In realtà c'è un dato più sensibile da analizzare: il numero totale di pazienti ricoverati cresce leggermente, è vero, ma a crescere molto è il numero di ricoveri quotidiani. Per settimane tra gennaio e febbraio entravano 10 persone al giorno, adesso siamo a 20.

C'è un virus più aggressivo?

No, i numeri e le analisi non dicono questo. So che vuole arrivare alle varianti: dico subito che sono più contagiose ma non più gravi. A parità di contagi non registriamo più ricoveri. Terapia intensiva: siamo nuovamente pieni, al netto della capacità di fare l'effetto "fisarmonica". Anche qui va fatta un'analisi. La seconda ondata non è mai finita: se in autunno siamo partiti da zero pazienti Covid in Rianimazione e siamo arrivati a un picco di 55, adesso siamo poco sotto ai 50 ma partendo da 24.

Lei è l'allenatore di una squadra che ha dovuto giocare, e sta continuando, 365 partite difficilissime in 365 giorni. E se all'inizio c'erano i tifosi a sostenere, adesso l'impressione è che gli spalti siano mezzi vuoti.

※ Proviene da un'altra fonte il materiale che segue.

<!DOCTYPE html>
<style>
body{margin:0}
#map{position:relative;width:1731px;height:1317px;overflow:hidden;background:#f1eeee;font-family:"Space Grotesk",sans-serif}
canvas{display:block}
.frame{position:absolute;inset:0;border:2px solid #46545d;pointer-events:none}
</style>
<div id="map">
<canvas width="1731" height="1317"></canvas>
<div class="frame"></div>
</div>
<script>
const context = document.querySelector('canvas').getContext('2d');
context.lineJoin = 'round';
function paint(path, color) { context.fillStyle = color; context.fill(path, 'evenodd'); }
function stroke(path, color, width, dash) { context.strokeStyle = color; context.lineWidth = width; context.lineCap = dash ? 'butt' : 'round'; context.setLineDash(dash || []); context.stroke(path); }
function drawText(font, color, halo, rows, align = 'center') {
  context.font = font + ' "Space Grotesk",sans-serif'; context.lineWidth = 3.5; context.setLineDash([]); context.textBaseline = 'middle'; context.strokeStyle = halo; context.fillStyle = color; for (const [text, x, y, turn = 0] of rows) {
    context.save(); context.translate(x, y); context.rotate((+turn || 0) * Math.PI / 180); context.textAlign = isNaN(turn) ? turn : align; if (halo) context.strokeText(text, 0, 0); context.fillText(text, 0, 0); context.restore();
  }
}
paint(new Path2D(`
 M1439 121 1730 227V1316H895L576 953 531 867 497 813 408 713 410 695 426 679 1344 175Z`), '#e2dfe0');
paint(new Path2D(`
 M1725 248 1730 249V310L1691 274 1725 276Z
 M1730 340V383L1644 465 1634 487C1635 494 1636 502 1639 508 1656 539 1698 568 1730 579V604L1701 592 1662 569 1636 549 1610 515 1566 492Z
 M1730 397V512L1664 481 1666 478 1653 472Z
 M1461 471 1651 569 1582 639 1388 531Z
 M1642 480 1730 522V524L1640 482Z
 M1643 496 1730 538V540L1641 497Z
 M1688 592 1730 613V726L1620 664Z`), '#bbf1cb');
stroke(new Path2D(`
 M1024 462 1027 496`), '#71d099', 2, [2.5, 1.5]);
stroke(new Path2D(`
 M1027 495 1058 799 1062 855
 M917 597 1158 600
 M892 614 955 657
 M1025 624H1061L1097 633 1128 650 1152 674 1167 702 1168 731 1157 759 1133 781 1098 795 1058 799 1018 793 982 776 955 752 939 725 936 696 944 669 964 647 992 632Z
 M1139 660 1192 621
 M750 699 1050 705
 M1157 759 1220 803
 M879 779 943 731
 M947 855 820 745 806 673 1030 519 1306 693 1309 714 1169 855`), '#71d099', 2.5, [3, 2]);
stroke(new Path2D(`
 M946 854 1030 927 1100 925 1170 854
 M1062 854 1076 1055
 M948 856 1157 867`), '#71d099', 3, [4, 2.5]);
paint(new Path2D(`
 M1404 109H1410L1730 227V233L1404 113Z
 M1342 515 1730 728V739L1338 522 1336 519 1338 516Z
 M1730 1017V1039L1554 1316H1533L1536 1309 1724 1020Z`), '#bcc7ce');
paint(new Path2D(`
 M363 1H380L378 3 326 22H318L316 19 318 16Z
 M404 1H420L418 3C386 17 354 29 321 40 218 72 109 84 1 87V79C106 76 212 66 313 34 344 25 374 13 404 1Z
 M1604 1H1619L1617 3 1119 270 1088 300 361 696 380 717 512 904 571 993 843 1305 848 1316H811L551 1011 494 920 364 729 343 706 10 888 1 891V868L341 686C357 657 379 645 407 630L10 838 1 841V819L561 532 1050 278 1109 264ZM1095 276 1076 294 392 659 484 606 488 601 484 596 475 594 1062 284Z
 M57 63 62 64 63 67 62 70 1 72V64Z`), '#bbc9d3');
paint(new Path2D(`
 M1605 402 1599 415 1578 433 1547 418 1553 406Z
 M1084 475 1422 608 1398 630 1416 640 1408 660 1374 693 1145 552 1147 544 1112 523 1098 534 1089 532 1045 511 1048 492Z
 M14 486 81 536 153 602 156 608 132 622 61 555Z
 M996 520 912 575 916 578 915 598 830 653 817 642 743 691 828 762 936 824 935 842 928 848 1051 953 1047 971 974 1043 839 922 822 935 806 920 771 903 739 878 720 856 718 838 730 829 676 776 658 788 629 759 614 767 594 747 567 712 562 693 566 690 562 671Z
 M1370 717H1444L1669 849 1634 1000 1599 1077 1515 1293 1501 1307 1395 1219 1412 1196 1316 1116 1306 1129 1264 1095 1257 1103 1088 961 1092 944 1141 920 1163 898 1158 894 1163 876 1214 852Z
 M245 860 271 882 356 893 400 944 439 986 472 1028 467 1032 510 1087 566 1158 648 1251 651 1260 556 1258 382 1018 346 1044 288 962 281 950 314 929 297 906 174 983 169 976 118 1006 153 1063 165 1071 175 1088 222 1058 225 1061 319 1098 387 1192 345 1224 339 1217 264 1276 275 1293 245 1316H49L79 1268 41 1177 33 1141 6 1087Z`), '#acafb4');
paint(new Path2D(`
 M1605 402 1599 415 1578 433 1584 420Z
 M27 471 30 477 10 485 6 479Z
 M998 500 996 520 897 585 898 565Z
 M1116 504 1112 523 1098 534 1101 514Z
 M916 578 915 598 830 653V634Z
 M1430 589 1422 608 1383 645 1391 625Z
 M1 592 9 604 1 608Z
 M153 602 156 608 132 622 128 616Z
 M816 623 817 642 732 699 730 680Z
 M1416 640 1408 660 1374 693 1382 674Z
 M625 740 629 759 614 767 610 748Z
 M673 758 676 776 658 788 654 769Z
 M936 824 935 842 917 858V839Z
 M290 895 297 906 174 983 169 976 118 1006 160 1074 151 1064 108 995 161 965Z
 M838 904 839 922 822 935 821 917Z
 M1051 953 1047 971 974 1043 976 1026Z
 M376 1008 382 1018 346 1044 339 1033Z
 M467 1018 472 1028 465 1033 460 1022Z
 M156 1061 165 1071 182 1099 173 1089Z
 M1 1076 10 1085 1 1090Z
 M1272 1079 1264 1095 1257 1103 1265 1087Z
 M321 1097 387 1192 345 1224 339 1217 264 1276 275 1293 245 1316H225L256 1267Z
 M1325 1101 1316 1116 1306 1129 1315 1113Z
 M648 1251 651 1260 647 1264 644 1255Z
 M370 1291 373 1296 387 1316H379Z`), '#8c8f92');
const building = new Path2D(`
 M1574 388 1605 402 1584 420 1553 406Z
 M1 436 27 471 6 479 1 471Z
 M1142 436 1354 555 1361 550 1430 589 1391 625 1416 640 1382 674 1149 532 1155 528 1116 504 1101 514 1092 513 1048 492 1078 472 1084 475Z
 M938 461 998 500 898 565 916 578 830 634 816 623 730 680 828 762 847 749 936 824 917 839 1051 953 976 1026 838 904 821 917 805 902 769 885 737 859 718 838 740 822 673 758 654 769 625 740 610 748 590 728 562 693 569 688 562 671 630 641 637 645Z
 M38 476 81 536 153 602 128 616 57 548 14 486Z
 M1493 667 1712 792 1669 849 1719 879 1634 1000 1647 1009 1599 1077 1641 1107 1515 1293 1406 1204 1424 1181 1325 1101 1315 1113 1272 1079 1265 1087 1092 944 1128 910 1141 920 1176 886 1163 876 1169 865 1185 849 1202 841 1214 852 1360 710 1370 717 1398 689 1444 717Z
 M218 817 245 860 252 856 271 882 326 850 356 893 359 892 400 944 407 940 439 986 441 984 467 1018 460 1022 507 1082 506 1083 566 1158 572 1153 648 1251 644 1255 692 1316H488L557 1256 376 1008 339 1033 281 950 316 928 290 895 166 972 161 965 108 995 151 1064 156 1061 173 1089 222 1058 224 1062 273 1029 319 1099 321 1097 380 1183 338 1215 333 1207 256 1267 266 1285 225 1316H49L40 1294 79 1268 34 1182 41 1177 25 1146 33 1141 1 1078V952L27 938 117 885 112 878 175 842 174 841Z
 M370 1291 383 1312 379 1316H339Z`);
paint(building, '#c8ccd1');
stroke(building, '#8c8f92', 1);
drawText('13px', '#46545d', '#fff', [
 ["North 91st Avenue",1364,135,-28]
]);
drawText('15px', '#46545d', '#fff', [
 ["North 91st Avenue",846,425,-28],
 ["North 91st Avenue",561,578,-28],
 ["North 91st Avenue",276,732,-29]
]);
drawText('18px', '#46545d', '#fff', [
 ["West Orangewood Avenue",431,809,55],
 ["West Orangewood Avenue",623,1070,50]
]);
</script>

La popolazione deve comprendere e apprezzare lo sforzo che sta facendo tutto il personale sanitario. La stanchezza e il peso anche psicologico di questi dodici mesi si fanno sentire. Devo anche dire che non ho richieste da parte del personale: sono stremati ma sanno che non ci sono alternative. "Noi ci siamo" è quello che dicono. Restando nella metafora sportiva, da allenatore il messaggio ai tifosi è di non dimenticarsi mai di questi giocatori che sono in campo da un anno con un pensiero opprimente. E poi c'è il solito messaggio: i tifosi possono essere tutti d'aiuto. Come? Mascherine, distanze, finestre.

La stanchezza c'è anche tra i cittadini.

È vero ed è normale che sia così. Dobbiamo pensare ai rischi che ci sono di poter infettare le persone anziane. Questo pensiero deve aiutarci a resistere ancora per un mese e mezzo, poi andrà meglio. Facciamolo per il personale sanitario, facciamolo per i nostri cari. Sappiamo come bisogna comportarsi. Se si fa una festa a San Valentino in un locale chiuso poi ci sarà un focolaio. Si contageranno prima i ragazzi, poi i genitori. Ma poi, dopo un mese, il virus arriverà ai nonni e ci saranno ricoveri e decessi.

Nessuno tifa per le chiusure, ma per difendere gli ospedali a volte sono necessarie. L'impressione nella seconda ondata - esageriamo, volutamente, fermo restando il grande affetto per entrambe le categorie - è che abbiamo voluto difendere più i baristi degli infermieri.

Torniamo al tema dei comportamenti. Le zone, in fin dei conti, sono fatte per ricordarci che rispettiamo poco le regole (rosso), che dobbiamo fare di più (arancione) o che stiamo andando abbastanza bene (giallo). Le zone sono solo un sistema per aumentare l'adesione alle regole. Lo dico ancora? Mascherine, distanze, finestre: facendo questo non servirebbero nemmeno i colori.

State tenendo d'occhio, in particolare, la Rotaliana. "Colpa" dell'Alto Adige?

Ogni giorno controlliamo i dati e i trend. Certo, il virus i confini non li riconosce: basta guarda i numeri del Tirolo qualche settimana fa, poi dell'Alto Adige, poi di alcune aree del Trentino. Risulta piuttosto evidente che ci sono più casi nei territori vicini a quelli più colpiti.